"SEMOGA Sumatera Barat menjadi provinsi yang memang mendukung negara Pancasila." Begitu satu kalimat yang dilontarkan Ketua DPP PDI Perjuangan, Puan Maharani ketika mengumumkan calon gubernur Sumbar, tempo hari.
Kontan saja kalimat itu mengundang reaksi dari masyarakat Sumatera Barat. Maka tidaklah mengherankan, sejak kemarin banyak komentar dan pendapat yang dikemukakan masyarakat Sumbar mulai dari lapau, di media sosial hingga diskusi di grup-grup percakapan. Tidak saja masyarakat yang bermukim di ranah Minang, tetapi juga yang berada di perantauan.
Namanya saja ota lapau atau juga media sosial, kadang tak terkontrol dan cenderung emosional. Namun banyak pula yang menyikapinya secara intelek. Semuanya bisa dimaklumi.

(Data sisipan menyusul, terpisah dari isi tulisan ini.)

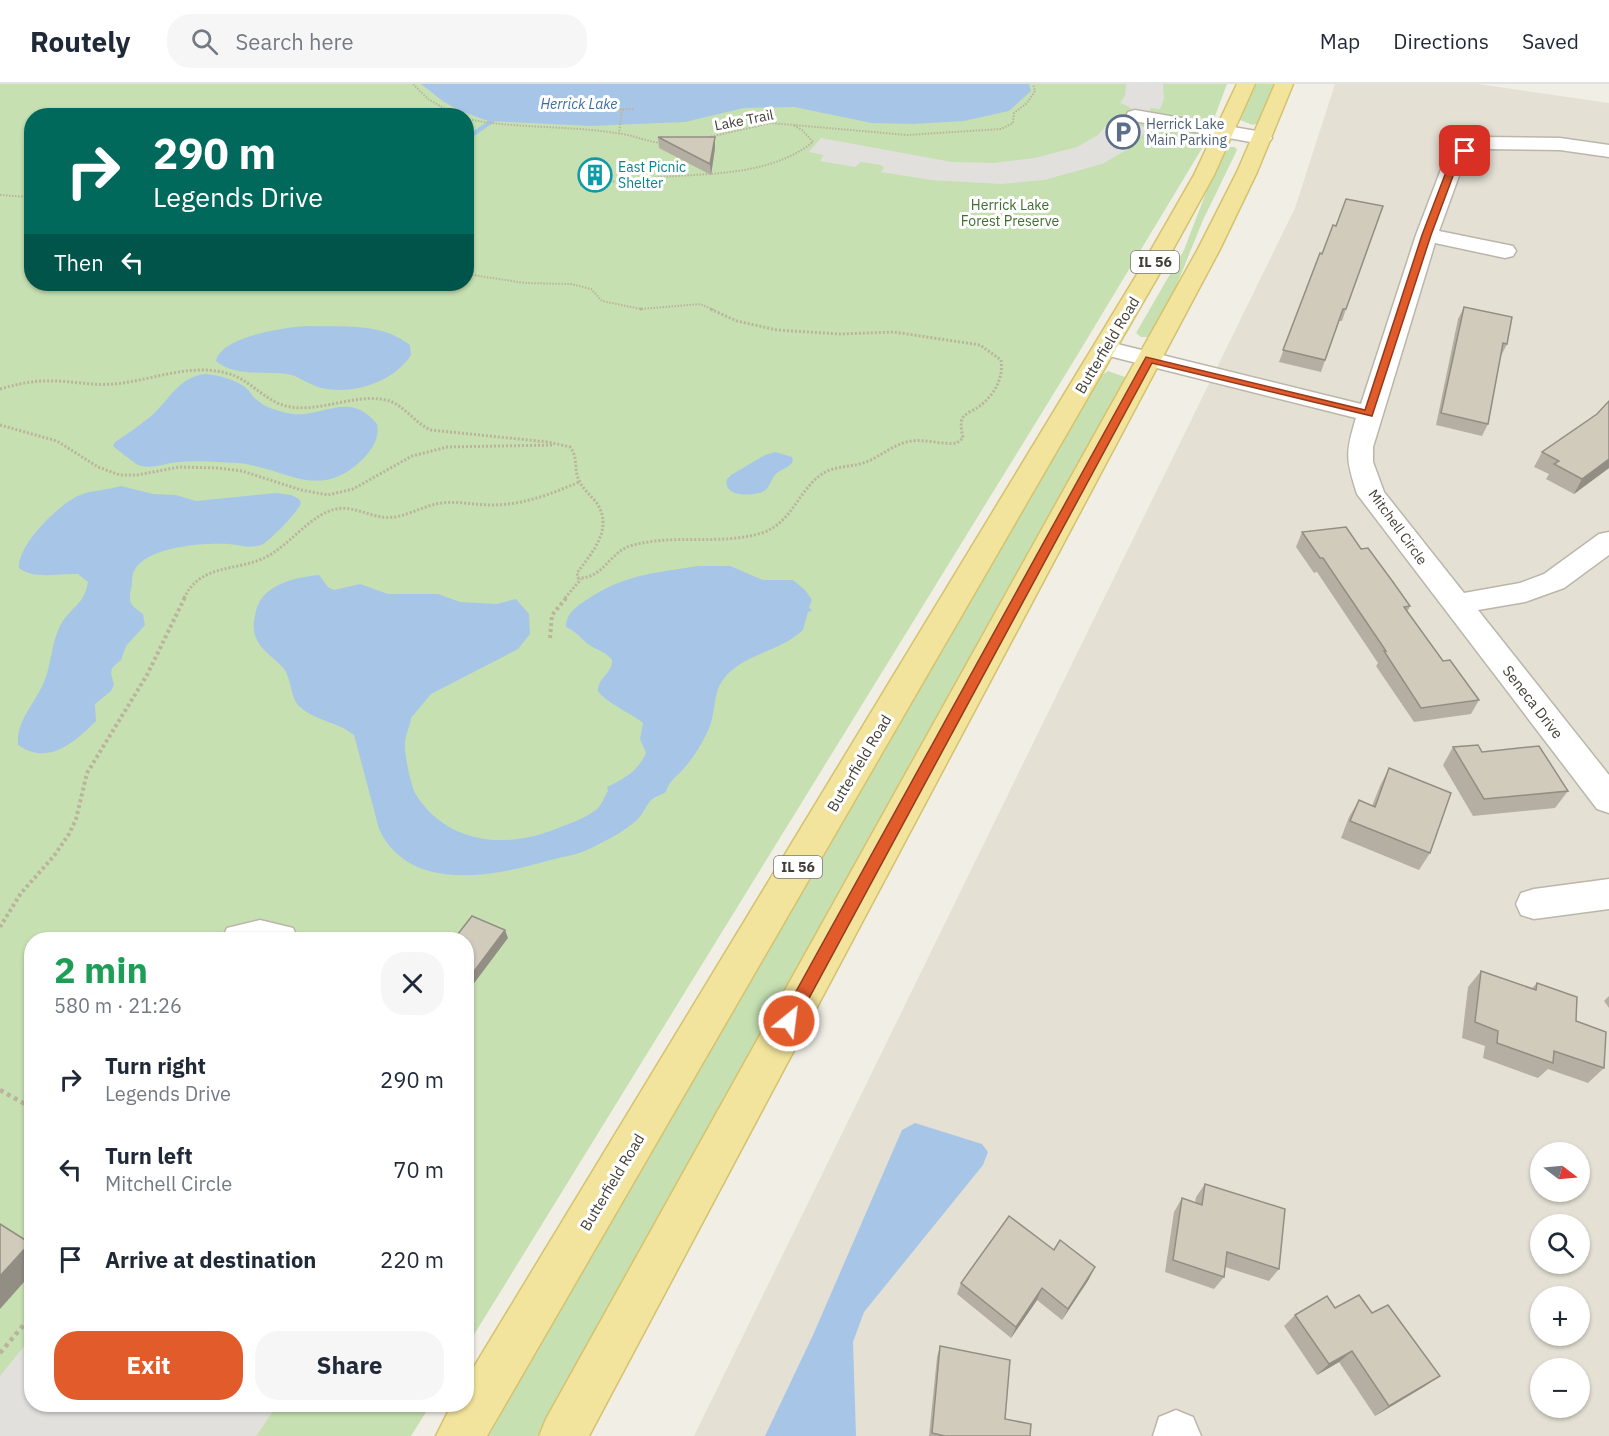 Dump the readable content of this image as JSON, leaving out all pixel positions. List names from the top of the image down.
{
  "streets": {
    "main road": ["IL 56", "Butterfield Road"],
    "street": ["Mitchell Circle", "Seneca Drive"],
    "path": ["Lake Trail"]
  },
  "crossings": [
    ["Mitchell Circle", "Seneca Drive"]
  ],
  "water": ["Herrick Lake"],
  "parks": ["Herrick Lake Forest Preserve"],
  "places": {
    "parking": ["Herrick Lake Main Parking"],
    "building": ["East Picnic Shelter"]
  },
  "north": "right",
  "page": {
    "header": "Routely",
    "search": "Search here",
    "nav": ["Map", "Directions", "Saved"],
    "turn": ["290 m", "Legends Drive"],
    "then": "Then",
    "heading": ["2 min", "580 m · 21:26"],
    "list": [
      {
        "name": "Turn right",
        "note": "Legends Drive",
        "value": "290 m"
      },
      {
        "name": "Turn left",
        "note": "Mitchell Circle",
        "value": "70 m"
      },
      {
        "name": "Arrive at destination",
        "value": "220 m"
      }
    ],
    "map_buttons": ["+", "−"],
    "buttons": ["Exit", "Share"]
  }
}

Walau pengurus DPP PDI Perjuangan melalui Sekjennya Hasto Kristiyanto telah memberikan klarifikasi hingga memuji-muji masakan Minang yang tak ada kaitannya dengan ucapan Puan Maharani tersebut, namun tak mangkus untuk meredakan ketersinggungan masyarakat Sumbar.

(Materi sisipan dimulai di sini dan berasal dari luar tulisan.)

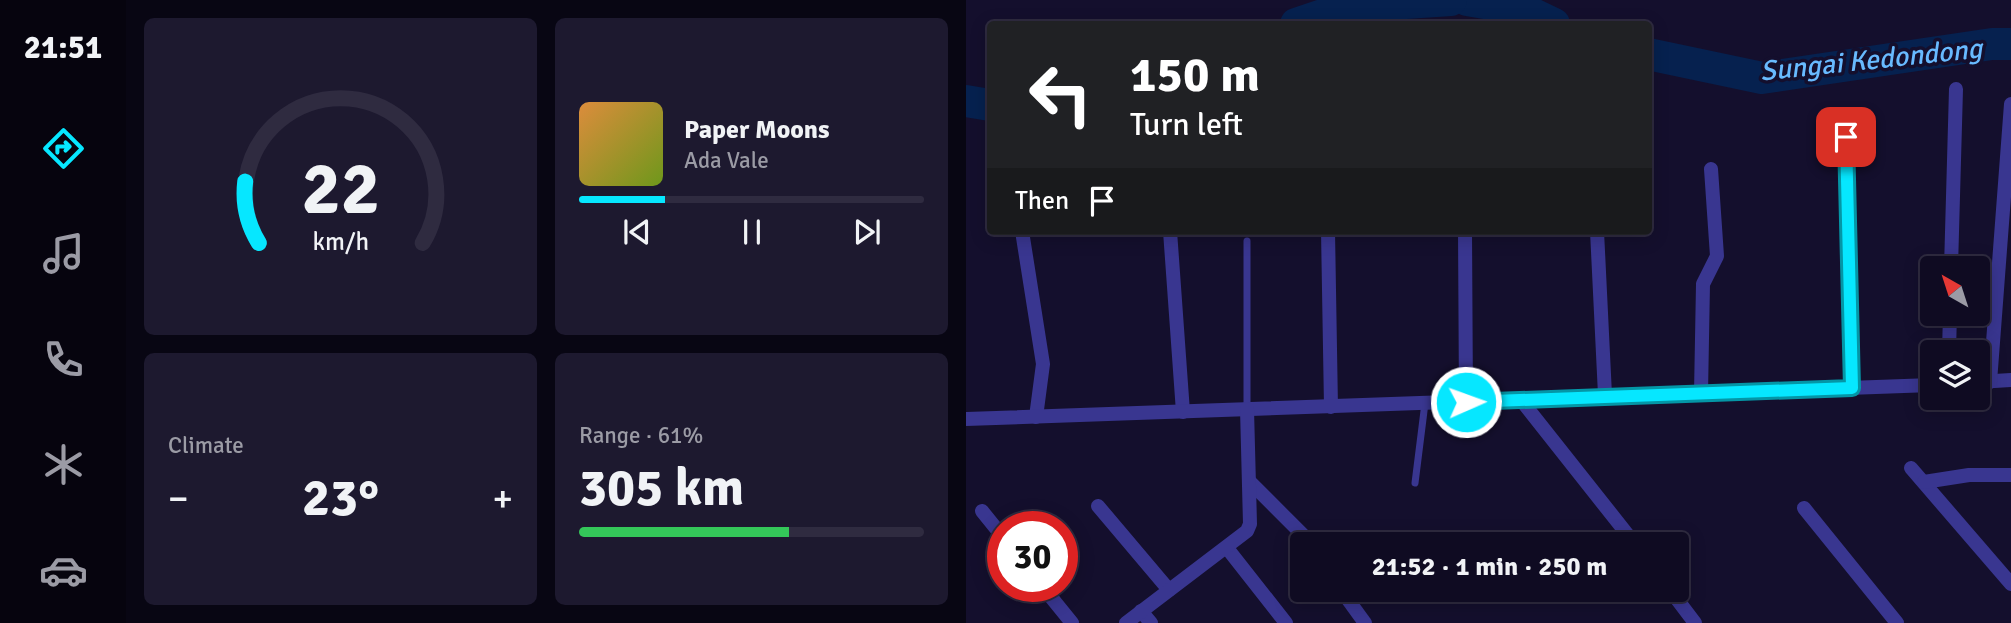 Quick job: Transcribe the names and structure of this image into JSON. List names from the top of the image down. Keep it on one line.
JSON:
{"water":["Sungai Kedondong"],"north":"top left","page":{"tabs":"21:51","turn":["150 m","Turn left"],"song":["Paper Moons","Ada Vale"],"then":"Then","tile":["Climate",["Range · 61%","305 km"]],"heat":["−","23°","+"],"limit":"30","trip":"21:52 · 1 min · 250 m","gauge":["22","km/h"]}} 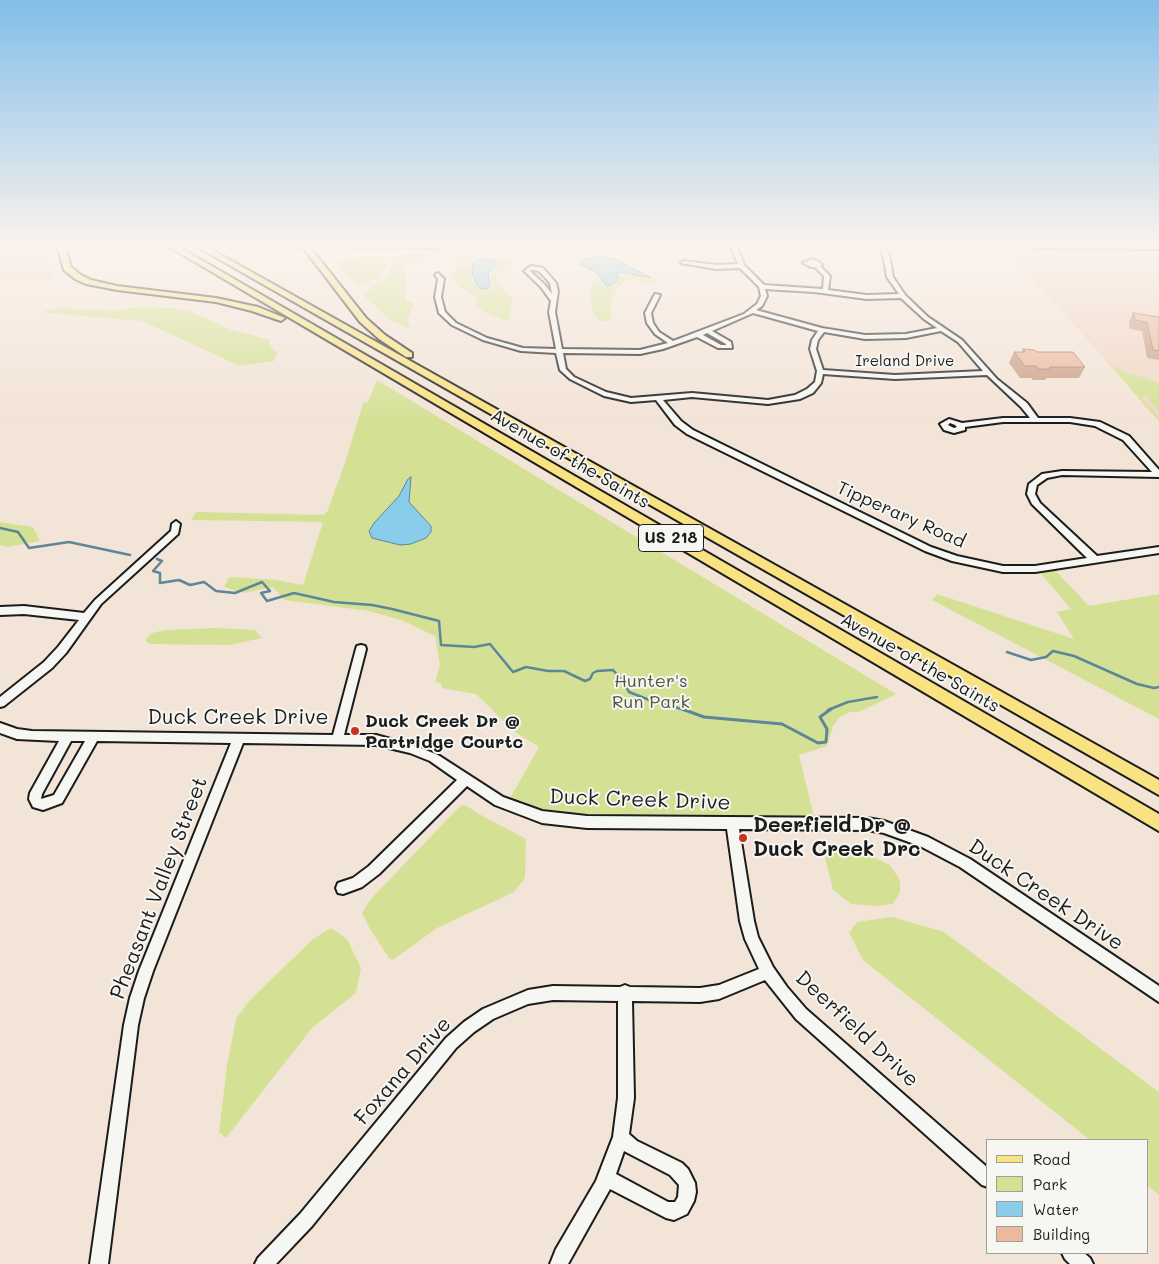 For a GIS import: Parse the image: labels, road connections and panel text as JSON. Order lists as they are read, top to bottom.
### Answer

Ya, masyarakat Sumbar tersinggung dan itu logis. Sebab, sejarah bangsa ini tidak bisa disembunyikan bahwa yang menyusun Pancasila yang ada sekarang adalah Panitia 9. Dalam Panitia 9 itu, tiga orang di antaranya adalah orang Minang atau Sumbar. Ketiganya adalah Mohammad Hatta, Mohammad Yamin dan H. Agus Salim. Lalu sekarang ada yang mengatakan seolah-olah masyarakat Sumbar tidak mendukung Pancasila.
Yang bicara begitu tidak hanya sebatas pengurus partai politik, tetapi juga Ketua DPR-RI dan cucu dari tokoh Proklamator Bung Karno. Bukankah Bung Karno dan Bung Hatta adalah Dwi Tunggal? Bukankah Bung Hatta adalah orang Minang? Jangan-jangan Puan memang lupa atau sekadar keseleo lidah saja.
Lupa atau keseleo lidah, yang pasti masyarakat Sumbar atau Minangkabau merasa prihatin, kaget dan juga tersinggung dengan ucapan demikian. Sebab, apa yang diucapkan itu mengiaskan orang Sumbar belum atau bahkan tidak mendukung Pancasila.
Masyarakat tersinggung ataupun marah, juga boleh-boleh saja, asal tidak lepas dari koridor hukum. Sebaliknya masyarakat Sumbar ataupun orang Minang penting menyikapinya dengan mengedepankan sikap intelektual. Sebab, sejarah telah membuktikan bahwa Minangkabau atau Provinsi Sumatera Barat adalah gudang para intelektual.
Alangkah bijaknya jika persoalan itu disikapi dengan meminta pihak bersangkutan untuk menjelaskan secara gamblang maksud dari kalimat tersebut. Jika memang keseleo ataupun salah, akui saja.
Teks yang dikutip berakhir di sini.